ボールがぶつかった衝撃で頭がおかしくなってしまったのだろうか。
「アンリ、頭がおかしくなったみたいだから、保健室に連れて行ってあげるよ」
「なに真面目な顔して辛辣なこと言っちゃってくれてんのさ。私の頭はおかしくないよ」
裾を払い立ち上がりながら、アンリが答えた。
「ささ、記録を測れなかったから、もう一度投げて来てね。今度はもっと強くね」
アンリに背中を押され、無理矢理投げる場所まで連れていかれた私だが、どうにもアンリの言っていることが理解できない。
もっと強く、とはどういうことだろうか。
若干……いや、かなり疑問に思いながらも、私は再びボールを握り。
全力で放り投げると……。
またしても、アンリの頭に直撃した。
「アンリィィィ! ほんっっと、ごめんね!!」
また自ら傷を癒しているアンリに、私は再び急いで駆け寄ると……。
「はぁはぁ……あ、ガウディ。今回のはなかなか痛かったよ。もう一度お願いね。

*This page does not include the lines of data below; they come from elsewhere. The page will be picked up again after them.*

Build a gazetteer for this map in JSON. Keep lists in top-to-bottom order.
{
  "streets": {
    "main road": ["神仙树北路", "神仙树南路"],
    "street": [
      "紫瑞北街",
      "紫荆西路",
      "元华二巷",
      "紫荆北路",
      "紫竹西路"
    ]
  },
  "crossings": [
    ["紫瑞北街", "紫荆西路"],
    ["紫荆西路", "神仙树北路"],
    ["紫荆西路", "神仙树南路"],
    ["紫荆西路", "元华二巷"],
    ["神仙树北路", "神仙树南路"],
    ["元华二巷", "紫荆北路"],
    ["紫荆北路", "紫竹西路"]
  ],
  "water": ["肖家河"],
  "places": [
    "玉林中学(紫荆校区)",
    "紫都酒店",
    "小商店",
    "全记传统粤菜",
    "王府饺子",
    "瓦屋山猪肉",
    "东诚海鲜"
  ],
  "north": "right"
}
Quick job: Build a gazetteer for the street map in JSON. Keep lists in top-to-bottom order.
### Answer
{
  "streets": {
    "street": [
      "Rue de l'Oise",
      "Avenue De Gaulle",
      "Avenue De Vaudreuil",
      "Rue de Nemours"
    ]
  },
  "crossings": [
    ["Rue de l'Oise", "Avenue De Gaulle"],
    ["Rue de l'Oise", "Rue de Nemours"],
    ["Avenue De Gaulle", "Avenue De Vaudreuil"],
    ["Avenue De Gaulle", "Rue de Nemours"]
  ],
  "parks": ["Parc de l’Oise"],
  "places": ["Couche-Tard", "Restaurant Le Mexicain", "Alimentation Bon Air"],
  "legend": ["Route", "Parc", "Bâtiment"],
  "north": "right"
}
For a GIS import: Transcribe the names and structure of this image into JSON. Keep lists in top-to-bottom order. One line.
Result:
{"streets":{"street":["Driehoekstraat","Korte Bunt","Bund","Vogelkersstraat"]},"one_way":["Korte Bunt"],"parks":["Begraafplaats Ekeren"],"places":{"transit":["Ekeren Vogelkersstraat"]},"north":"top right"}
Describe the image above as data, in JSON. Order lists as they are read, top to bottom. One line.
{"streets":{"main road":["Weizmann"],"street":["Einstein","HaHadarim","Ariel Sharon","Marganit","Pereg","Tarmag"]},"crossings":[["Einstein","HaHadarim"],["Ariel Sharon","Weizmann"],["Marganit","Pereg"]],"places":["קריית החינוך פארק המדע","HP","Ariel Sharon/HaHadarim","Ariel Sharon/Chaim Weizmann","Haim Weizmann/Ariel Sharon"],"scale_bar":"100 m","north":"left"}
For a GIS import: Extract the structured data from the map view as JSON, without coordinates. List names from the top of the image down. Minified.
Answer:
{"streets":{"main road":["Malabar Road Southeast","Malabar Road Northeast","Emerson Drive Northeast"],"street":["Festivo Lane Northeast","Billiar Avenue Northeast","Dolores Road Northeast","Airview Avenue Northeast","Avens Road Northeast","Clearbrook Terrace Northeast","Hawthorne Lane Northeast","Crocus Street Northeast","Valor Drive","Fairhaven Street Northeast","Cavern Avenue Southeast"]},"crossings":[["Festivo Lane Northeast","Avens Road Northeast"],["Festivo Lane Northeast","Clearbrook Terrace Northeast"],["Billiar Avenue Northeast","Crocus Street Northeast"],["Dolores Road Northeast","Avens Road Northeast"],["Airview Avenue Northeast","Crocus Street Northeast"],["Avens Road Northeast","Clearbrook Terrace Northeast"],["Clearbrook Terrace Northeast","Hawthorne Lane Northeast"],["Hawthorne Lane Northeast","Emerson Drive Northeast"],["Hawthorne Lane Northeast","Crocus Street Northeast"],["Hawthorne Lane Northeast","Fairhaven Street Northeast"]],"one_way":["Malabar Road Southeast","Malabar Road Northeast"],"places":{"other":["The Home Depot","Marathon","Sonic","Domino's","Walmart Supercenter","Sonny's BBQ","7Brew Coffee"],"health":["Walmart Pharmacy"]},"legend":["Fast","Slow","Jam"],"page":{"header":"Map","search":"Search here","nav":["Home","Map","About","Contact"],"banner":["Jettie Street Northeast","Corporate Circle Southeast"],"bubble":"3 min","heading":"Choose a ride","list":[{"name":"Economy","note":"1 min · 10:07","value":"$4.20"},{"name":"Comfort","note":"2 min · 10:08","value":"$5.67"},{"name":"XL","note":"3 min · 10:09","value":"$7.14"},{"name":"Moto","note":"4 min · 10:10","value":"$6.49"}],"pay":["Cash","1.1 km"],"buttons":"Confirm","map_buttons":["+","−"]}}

まだまだ強くていいからね」
アンリは顔を紅潮させ、温かい息を吐いていた。
あぁ…………。
私は分かってしまった。
私はアンリの性癖を見抜いてしまった……。
アンリはあれだ。
ドMだ。
「……アンリ、頭が悪いみたいだから、保健室に行こうか」
【偉人紹介8 アンリ・デュナン】
〈作中〉
肩口までの銀髪を持ち、額と服に赤十字が記された、クラスで1番背が低い女子。
純白のナース服を着用している。
才能で治せるためか、痛いことが大好きなドM。
マイブームは、タンスの角に小指をぶつけて治療する、マッチポンプ。
〈才能〉
どんな傷でも癒すことが出来る。
死者の蘇生は不可能だが、息さえあれば傷の大小は問わない。
怪我の度合いが大きい程、治すのに時間がかかる。
保険教師のナイチンゲール先生も同じ才能。
〈史実〉1828~1910
スイスの実業家で、国際赤十字社を創設し、「赤十字の父」と呼ばれた。
それにより、第1回ノーベル平和賞を受賞した。
赤十字社の父と呼ばれ、彼の誕生日である5月8日は、「世界赤十字デー」となっている。